• A new U.S. survey has revealed the cost of commuting in different cities
  • Majority of consumers say their commuting costs have increased
  • 67% see commute as ‘me time’
  • The worst type of commuter is revealed as ‘germ spreader’

Do you ever think about how much it costs to get to work? A new survey has revealed the price paid in cities across the U.S – and has also highlighted some other interesting theories on commuting.

Workers across the nation travel 45 minutes on average and spend approximately $10 per day – approximately $2,600 and 200 hours annually – according to the new survey commissioned by the Citi ThankYou® Premier card.

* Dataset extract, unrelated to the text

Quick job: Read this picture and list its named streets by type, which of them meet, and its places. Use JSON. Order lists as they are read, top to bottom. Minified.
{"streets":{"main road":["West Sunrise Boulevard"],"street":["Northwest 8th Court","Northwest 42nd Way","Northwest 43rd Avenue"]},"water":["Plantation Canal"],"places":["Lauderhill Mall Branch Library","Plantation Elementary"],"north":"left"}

The majority of U.S. consumers (60%) nationally said their commuting costs have increased over the last five years, while most (79%) indicate gas is their largest cost.

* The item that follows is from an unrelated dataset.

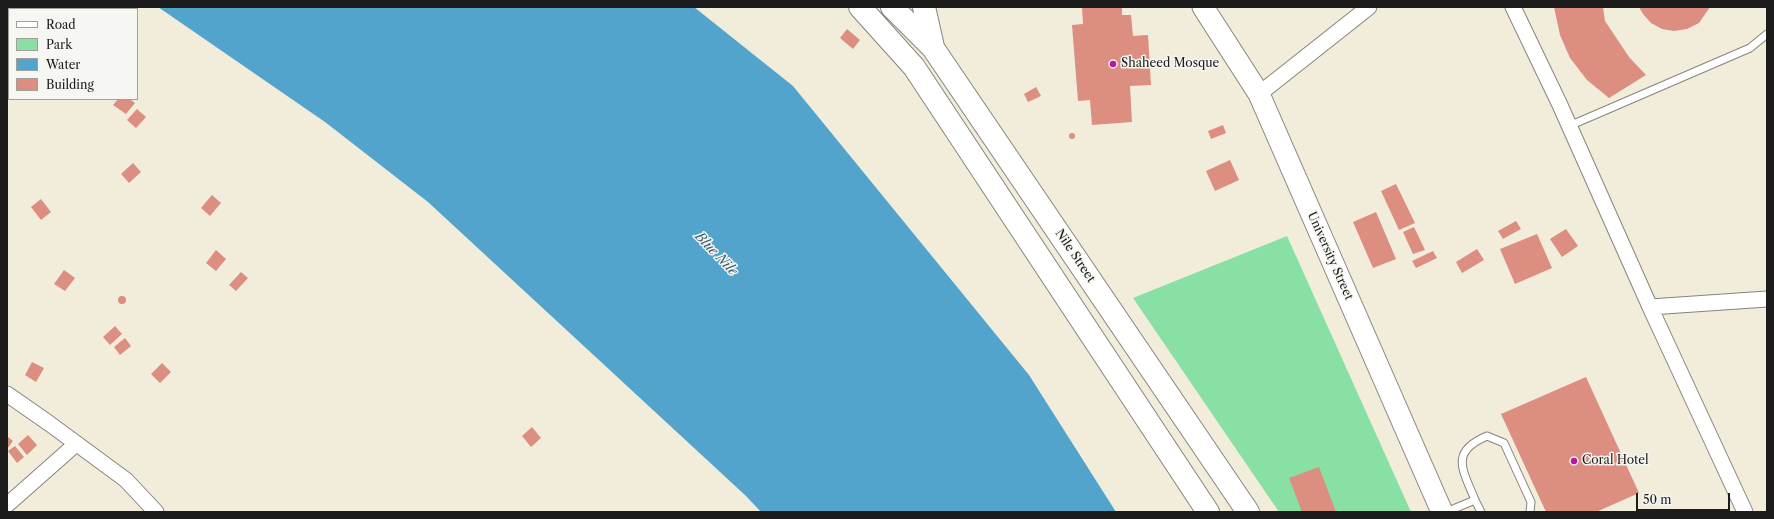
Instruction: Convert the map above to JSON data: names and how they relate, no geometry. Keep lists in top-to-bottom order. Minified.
{"streets":{"main road":["Nile Street","University Street"]},"water":["Blue Nile"],"places":["Shaheed Mosque","Coral Hotel"],"legend":["Road","Park","Water","Building"],"scale_bar":"50 m"}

“For the millions of people who commute on a daily basis, the unavoidable costs can have a major impact on household budgets,” said Chris Fred, Head of Proprietary Product Management at Citi Cards.

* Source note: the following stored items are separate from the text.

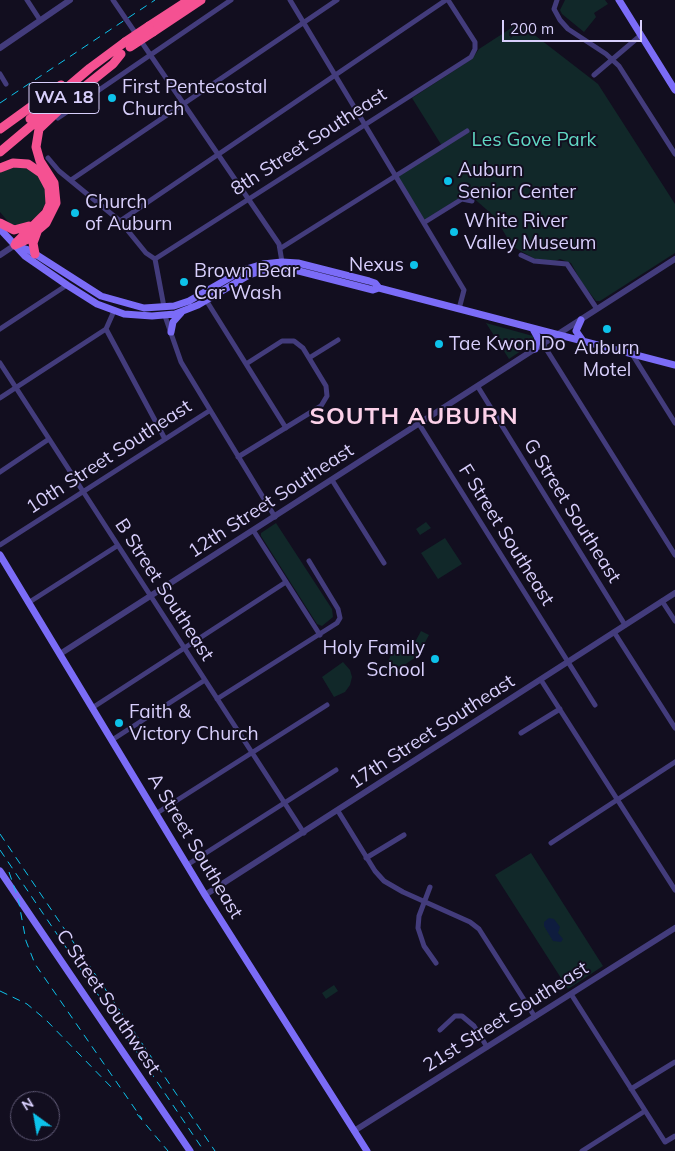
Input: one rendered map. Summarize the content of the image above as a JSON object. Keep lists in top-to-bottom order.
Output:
{
  "streets": {
    "highway": ["WA 18"],
    "main road": ["A Street Southeast", "C Street Southwest"],
    "street": [
      "8th Street Southeast",
      "10th Street Southeast",
      "12th Street Southeast",
      "G Street Southeast",
      "F Street Southeast",
      "B Street Southeast",
      "17th Street Southeast",
      "21st Street Southeast"
    ]
  },
  "crossings": [
    ["10th Street Southeast", "B Street Southeast"],
    ["12th Street Southeast", "G Street Southeast"],
    ["12th Street Southeast", "F Street Southeast"],
    ["12th Street Southeast", "B Street Southeast"],
    ["12th Street Southeast", "A Street Southeast"],
    ["G Street Southeast", "17th Street Southeast"],
    ["F Street Southeast", "17th Street Southeast"],
    ["B Street Southeast", "17th Street Southeast"],
    ["17th Street Southeast", "A Street Southeast"],
    ["A Street Southeast", "21st Street Southeast"]
  ],
  "districts": ["SOUTH AUBURN"],
  "parks": ["Les Gove Park"],
  "places": [
    "First Pentecostal Church",
    "Auburn Senior Center",
    "Church of Auburn",
    "White River Valley Museum",
    "Nexus",
    "Brown Bear Car Wash",
    "Auburn Motel",
    "Tae Kwon Do",
    "Holy Family School",
    "Faith & Victory Church"
  ],
  "scale_bar": "200 m",
  "north": "top left"
}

The survey found that commuting trends vary among major U.S. cities. The national average cost of a daily roundtrip commute is $12. Los Angeles had the highest daily roundtrip cost ($16), and Chicago and San Francisco were the lowest ($11).

New Yorkers have the longest commute, with an average commute time of 73 minutes and 44% commuting over an hour. In comparison, commute length averaged roughly an hour in Chicago (64 minutes), San Francisco (56 minutes) and Los Angeles (55 minutes). Miami had the shortest commute among cities polled with an average commute time of 49 minutes.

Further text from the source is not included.